In essence, they “kill” the principal balance little by little every month, like death by a thousand 360 cuts.
You see the link now?
Ok, we have an answer to “what” and “why”. What about “how”?
Well, we already know a little bit of the “how”. What still continues to intrigue some of us is the question below:
The borrower has a different amount of interest payment every month (given principal is changing every month), a different principal reduction amount every month and yet at the end of the loan term, the principal balance just magically becomes zero. And all of this, while the borrower is making exactly equal monthly payments for the duration of the loan. That sounds quite mysterious.
It’s a very apt question. How is it that there are many moving parts (i.e. principal and interest, the balance) with each month’s interest being dependent on the previous month’s principal. Yet the one thing that does not change is the monthly payment.
How is the lender able to come up with that magical monthly payment number such that all of this just works perfectly?
As long as you make an equal monthly installment payment, you are taking care of all of the following:
- Paying the interest that is owed
- Reducing the principal gradually
- Left with no principal at the end of the loan term.
What happens when you make a payment?
When you make a payment in any month, the following are the things that happen.
- Lender calculates how much interest you owe for that month (based on the interest rate and the principal balance from the previous month)
- Subtract the interest owed from the payment you made
- Whatever remains is counted as contribution towards reduction in principal balance.
- That amount is subtracted from your previous month’s principal balance to get the new balance.
When you make only scheduled payments:
The principal reduction every month will be exactly as scheduled, i.e. such that the balance becomes zero exactly at the end of the loan term.
That’s exactly the assumption that was made when you signed up.
And what happens when you pay more than required, i.e. prepay?
Based on the steps described above, whenever you pay more than the scheduled payment, the principal balance reduction that month is more than scheduled.
So the interest for every subsequent month will be lower than scheduled (because outstanding principal is lower than scheduled).
To summarize, every time you pay more than required, you are expediting your principal reduction. As a result, it will help you pay off your loan sooner than the term of the loan.
I pay more interest in the beginning. Can I pay off more principal initially instead?
The principal portion of one’s monthly payment is typically low in the beginning and increases every month.
People often think that is unfair. The question they ask is “Why can’t the lender charge me less interest in the beginning and more goes towards principal?”
It’s not like the lender wants to charge you more interest so that they can make more money.
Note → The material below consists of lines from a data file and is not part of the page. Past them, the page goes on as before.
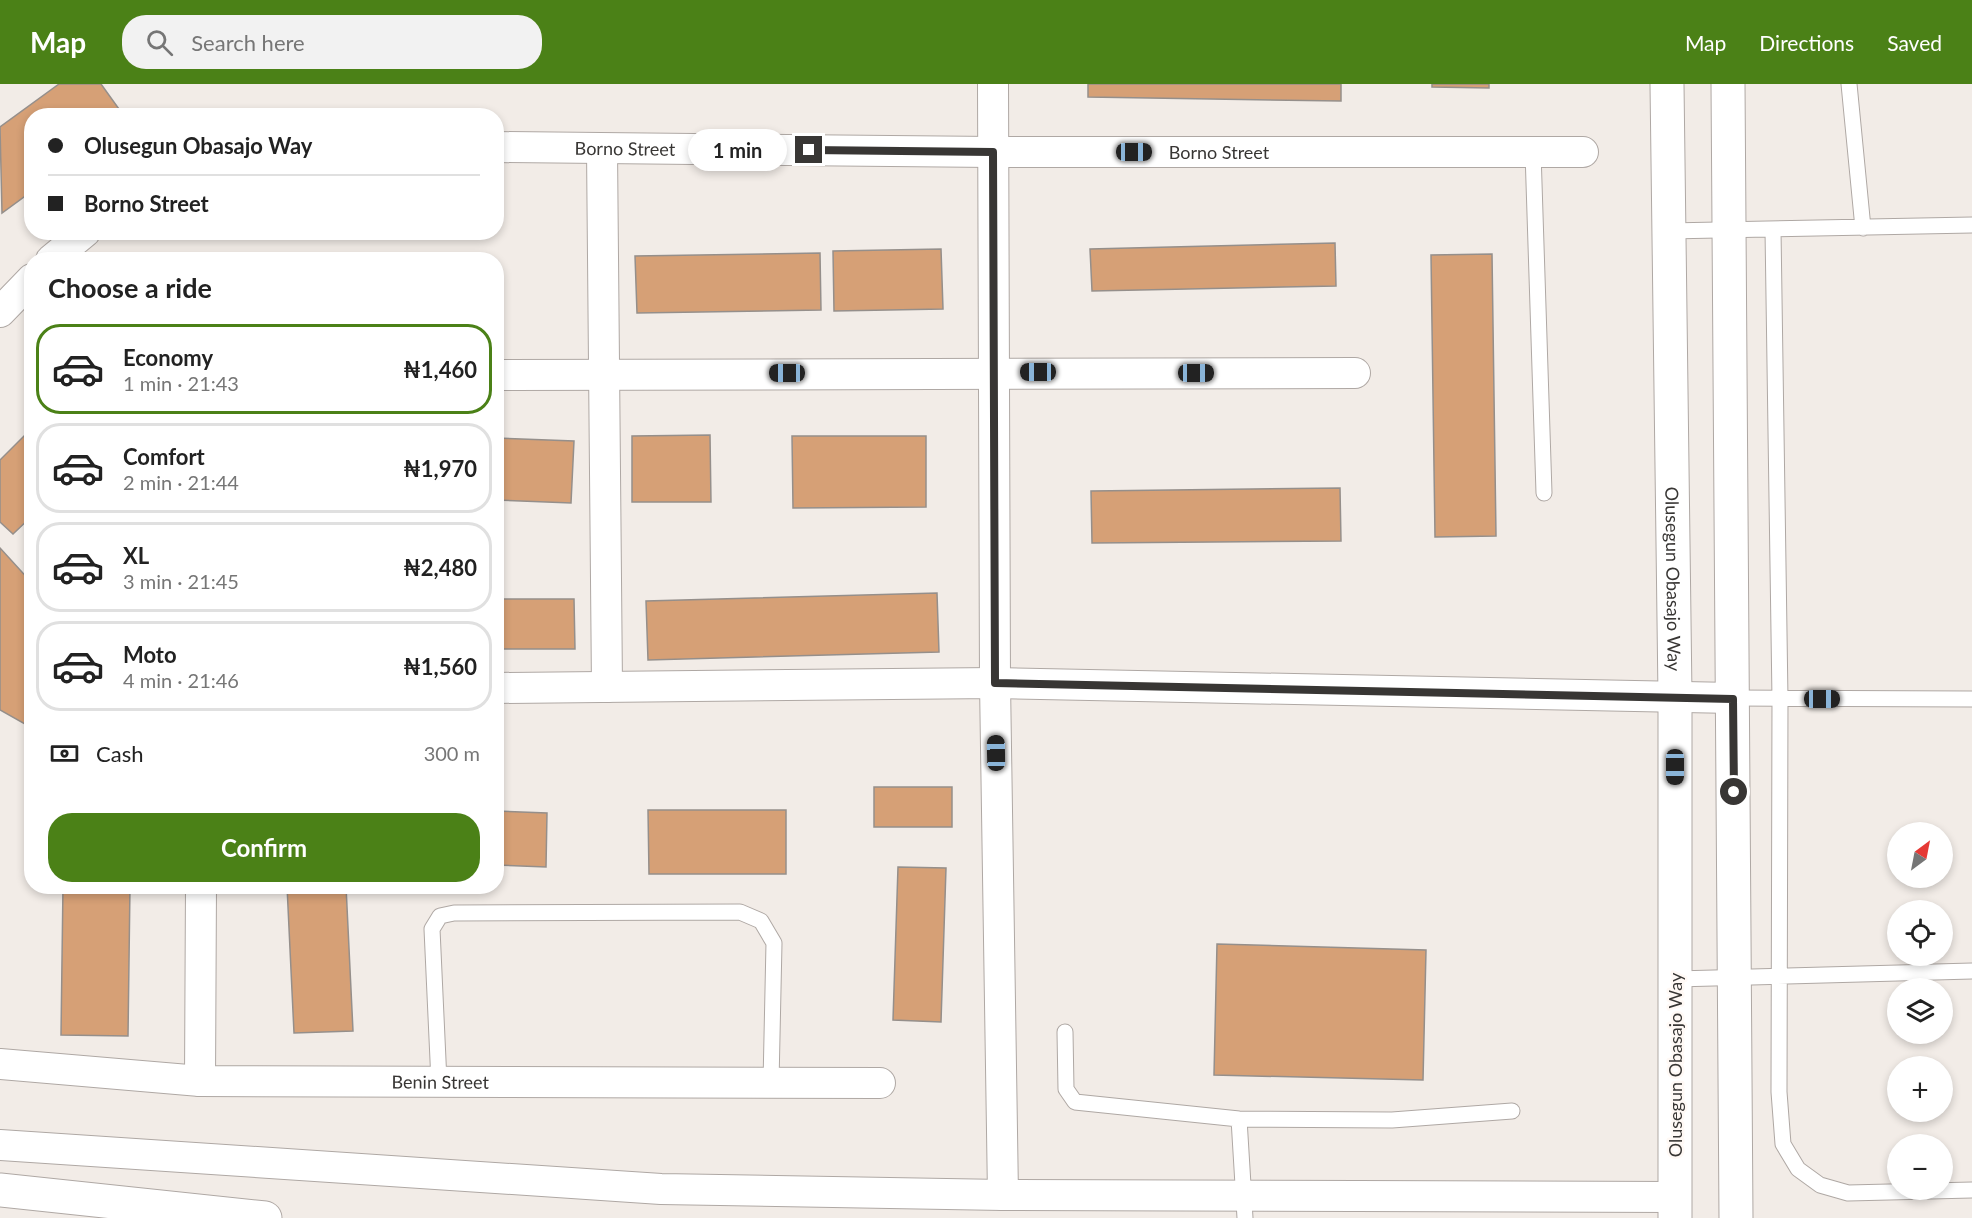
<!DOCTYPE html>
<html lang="en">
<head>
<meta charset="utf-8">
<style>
  :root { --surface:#fff; --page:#f2f2f2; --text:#222; --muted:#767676; --line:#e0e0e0; --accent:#4b8117 }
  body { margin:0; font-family:Lato,sans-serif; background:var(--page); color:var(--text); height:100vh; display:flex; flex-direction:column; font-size:22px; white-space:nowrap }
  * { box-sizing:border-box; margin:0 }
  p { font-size:20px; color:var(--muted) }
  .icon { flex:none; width:33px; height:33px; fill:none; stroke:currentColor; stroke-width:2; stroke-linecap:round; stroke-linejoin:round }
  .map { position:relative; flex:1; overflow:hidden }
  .drawer { position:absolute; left:24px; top:168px; width:480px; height:642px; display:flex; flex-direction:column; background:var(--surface); border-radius:24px; box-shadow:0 3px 9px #0003 }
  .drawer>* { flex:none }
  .guide { position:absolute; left:24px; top:24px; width:480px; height:132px; border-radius:24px; box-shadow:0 3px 9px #0003; display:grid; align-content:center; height:132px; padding:0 24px; background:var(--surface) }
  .needle { width:39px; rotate:32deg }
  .tools { position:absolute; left:1887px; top:738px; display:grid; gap:12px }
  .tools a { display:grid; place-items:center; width:66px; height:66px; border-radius:50%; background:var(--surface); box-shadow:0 3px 9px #0003; font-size:30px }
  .end { position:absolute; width:27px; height:27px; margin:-14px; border:8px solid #383634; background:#fff; box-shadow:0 0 0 3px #fff }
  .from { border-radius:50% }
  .bubble { position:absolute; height:42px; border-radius:21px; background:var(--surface); box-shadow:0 3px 9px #0003; font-size:20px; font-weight:700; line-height:42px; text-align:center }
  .car { position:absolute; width:18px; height:36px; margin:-18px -9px; border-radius:8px; box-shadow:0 0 4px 2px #0007; background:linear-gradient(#222 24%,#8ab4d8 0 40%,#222 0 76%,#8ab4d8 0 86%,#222 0) }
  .guide b { display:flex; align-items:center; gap:21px; height:57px; font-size:22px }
  .guide b+b { border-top:2px solid var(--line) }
  .guide i { width:15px; height:15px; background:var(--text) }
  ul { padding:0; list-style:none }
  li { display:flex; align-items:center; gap:18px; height:90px; margin:0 12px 9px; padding:0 12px; border:3px solid var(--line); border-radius:24px }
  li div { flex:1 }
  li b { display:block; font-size:22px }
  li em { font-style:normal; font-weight:700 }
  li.on { border-color:var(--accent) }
  li>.icon { width:54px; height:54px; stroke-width:1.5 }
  h2 { padding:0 24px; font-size:27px; line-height:72px }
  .pay { display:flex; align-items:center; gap:15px; height:66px; padding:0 24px; font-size:22px }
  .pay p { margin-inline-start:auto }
  .cta { display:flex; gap:12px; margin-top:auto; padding:12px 24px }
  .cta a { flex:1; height:69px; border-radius:24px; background:var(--accent); color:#fff; font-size:24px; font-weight:700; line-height:69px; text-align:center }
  header { display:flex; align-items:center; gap:36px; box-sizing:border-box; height:84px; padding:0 30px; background:var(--accent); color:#fff }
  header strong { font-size:28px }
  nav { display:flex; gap:33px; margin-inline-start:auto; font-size:21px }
  .search { width:420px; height:54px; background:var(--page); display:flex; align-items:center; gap:15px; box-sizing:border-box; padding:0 21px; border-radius:24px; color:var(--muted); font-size:22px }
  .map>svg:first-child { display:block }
  .building { fill:#d6a076; stroke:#958f8b; stroke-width:1.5 }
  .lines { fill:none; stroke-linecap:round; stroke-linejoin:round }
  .lane-casing { stroke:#afa8a4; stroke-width:17 }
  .street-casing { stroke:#afa8a4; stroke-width:32 }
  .secondary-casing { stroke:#afa8a4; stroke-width:35 }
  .lane { stroke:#fff; stroke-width:15 }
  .street { stroke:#fff; stroke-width:30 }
  .secondary { stroke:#fff; stroke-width:33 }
  .route { stroke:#383634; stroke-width:8 }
  .labels { text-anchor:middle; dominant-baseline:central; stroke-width:5; stroke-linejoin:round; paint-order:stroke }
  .street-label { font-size:18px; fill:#383634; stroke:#fff9f5 }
</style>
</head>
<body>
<header>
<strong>Map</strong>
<div class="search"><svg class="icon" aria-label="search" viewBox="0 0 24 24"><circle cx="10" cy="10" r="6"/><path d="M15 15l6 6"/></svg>Search here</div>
<nav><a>Map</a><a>Directions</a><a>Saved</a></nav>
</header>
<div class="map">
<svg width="1972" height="1134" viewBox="0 0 1972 1134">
  <rect width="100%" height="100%" fill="#f2ece7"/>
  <path class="building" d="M59,0H101L124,32H32V107L2,129L0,43Z
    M1088,0H1341V17L1088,13Z
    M1432,0H1489V4L1432,3Z
    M1335,159L1336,202L1092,207L1090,165Z
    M941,165L943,225L834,227L833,167Z
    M820,169L821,226L637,229L635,172Z
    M1492,170L1496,452L1435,453L1431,171Z
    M32,344V432L13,450L0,438V376Z
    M710,351L711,418H632V352Z
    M792,352H926V423L793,424Z
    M496,354L574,357L571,419L496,416Z
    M1340,404L1341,457L1092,459L1091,407Z
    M0,464L32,499V644L0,626Z
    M937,509L939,568L648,576L646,517Z
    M496,515H574L575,565H496Z
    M874,703H952V743H874Z
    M648,726H786V790H649Z
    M496,727L547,729L546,783L496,781Z
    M898,783L946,784L941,938L893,936Z
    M63,802H130L128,952L61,951Z
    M287,802H346L353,947L294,949Z
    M1217,860L1426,866L1423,996L1214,991Z"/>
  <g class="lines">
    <g class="lane-casing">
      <path id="lane" d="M1849,0L1863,144
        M1533,68L1544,409
        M1773,146L1780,615L1779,1008L1783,1060L1798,1085L1820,1101L1848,1109L1972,1106
        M1669,147L1972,141
        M1733,614L1972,615
        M1676,895L1972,887
        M1065,948L1066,1005L1075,1018L1239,1035L1392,1036L1512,1027
        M439,998L432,845L440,832L454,829L740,828L761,837L774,859L771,999
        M1239,1035L1245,1134"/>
    </g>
    <g class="street-casing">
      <g id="street">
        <path d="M993,0L995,599L1003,1111"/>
        <path id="s1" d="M496,63L993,68H1583"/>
        <path d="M602,65L607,603"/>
        <path d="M51,176L85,148"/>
        <path d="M0,228L32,195"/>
        <path d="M496,291L1355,289"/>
        <path d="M496,604L995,599L1733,614"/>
        <path id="s2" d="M0,980L200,997L880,999"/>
        <path d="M200,997L201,802"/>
        <path d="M0,1061L661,1105L1003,1111L1674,1113"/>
      </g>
    </g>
    <g class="secondary-casing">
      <g id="secondary">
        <path id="s3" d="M1667,0L1675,612V1134"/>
        <path d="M1728,0L1736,1134"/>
        <path d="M0,1106L265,1134"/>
      </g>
    </g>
    <use href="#lane" class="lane"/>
    <use href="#street" class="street"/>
    <use href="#secondary" class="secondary"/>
  </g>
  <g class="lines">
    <path class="route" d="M809,66L993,68L995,599L1733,615L1734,708"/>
  </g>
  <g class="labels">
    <g class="street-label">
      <text stroke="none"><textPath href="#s1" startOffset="129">Borno Street</textPath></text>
      <text stroke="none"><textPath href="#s1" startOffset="723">Borno Street</textPath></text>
      <text stroke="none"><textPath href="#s3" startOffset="495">Olusegun Obasajo Way</textPath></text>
      <text transform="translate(1675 981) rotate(-90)">Olusegun Obasajo Way</text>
      <text stroke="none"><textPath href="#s2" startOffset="441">Benin Street</textPath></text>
    </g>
  </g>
</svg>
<div class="tools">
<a><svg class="needle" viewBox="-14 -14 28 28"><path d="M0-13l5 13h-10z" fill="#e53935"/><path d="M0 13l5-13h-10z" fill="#767676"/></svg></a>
<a><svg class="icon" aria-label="locate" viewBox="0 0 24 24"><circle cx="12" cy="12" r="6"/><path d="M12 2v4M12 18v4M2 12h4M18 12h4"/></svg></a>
<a><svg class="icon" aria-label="layers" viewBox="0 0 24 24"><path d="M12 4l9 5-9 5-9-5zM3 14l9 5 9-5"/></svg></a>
<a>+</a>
<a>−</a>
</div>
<i class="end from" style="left:1734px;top:708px"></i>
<i class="end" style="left:809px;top:66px"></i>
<div class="bubble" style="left:688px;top:45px;width:99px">1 min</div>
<i class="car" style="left:1134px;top:68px;rotate:90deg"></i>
<i class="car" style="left:1038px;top:288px;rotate:270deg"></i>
<i class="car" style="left:787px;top:289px;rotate:270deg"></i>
<i class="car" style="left:1196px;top:289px;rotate:90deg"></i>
<i class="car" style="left:1822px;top:615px;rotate:90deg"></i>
<i class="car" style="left:996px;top:669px;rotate:359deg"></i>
<i class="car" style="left:1675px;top:683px;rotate:180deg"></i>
<div class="guide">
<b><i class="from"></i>Olusegun Obasajo Way</b>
<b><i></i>Borno Street</b>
</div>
<section class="drawer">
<h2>Choose a ride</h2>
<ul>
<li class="on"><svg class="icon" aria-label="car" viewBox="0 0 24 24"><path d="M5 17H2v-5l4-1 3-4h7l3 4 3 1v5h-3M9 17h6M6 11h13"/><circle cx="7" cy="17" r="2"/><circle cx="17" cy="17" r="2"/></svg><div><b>Economy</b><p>1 min · 21:43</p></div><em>₦1,460</em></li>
<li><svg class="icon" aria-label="car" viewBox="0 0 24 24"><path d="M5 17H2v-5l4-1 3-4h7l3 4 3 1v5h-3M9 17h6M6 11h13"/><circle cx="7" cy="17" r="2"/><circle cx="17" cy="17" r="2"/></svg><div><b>Comfort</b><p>2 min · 21:44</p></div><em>₦1,970</em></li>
<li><svg class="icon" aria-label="car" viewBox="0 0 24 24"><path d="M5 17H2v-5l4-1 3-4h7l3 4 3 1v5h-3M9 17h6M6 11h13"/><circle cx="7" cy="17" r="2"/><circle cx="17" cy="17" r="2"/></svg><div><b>XL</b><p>3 min · 21:45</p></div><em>₦2,480</em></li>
<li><svg class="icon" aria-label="car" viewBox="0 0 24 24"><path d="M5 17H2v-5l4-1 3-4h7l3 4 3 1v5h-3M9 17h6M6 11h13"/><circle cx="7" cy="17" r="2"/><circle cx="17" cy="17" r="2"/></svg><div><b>Moto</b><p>4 min · 21:46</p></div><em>₦1,560</em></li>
</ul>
<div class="pay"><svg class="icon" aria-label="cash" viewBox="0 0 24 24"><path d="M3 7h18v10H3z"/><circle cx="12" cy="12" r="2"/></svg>Cash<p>300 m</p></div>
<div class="cta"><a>Confirm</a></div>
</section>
</div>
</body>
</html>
The reason they charge you more interest is because the principal balance is higher in the beginning.
As you pay down that principal over time, the interest for subsequent months is reduced.
Can I get a mortgage where I can make only interest payments?
Yes, absolutely. Quite a few lenders offer mortgages where you only have to pay the interest. But such mortgages have a few issues associated with it:
- Such mortgages typically require higher down payments (because the risk for the lender is more since the borrower has the same principal balance at the beginning).
- The interest rate offered on such mortgages is also likely to be higher (because of more risk involved).
- If the property has depreciated in value since you bought it, you will get less than the down-payment you paid in the beginning.
While amortization can initially be a difficult concept to understand, when explained in a simple manner, it is pretty straightforward.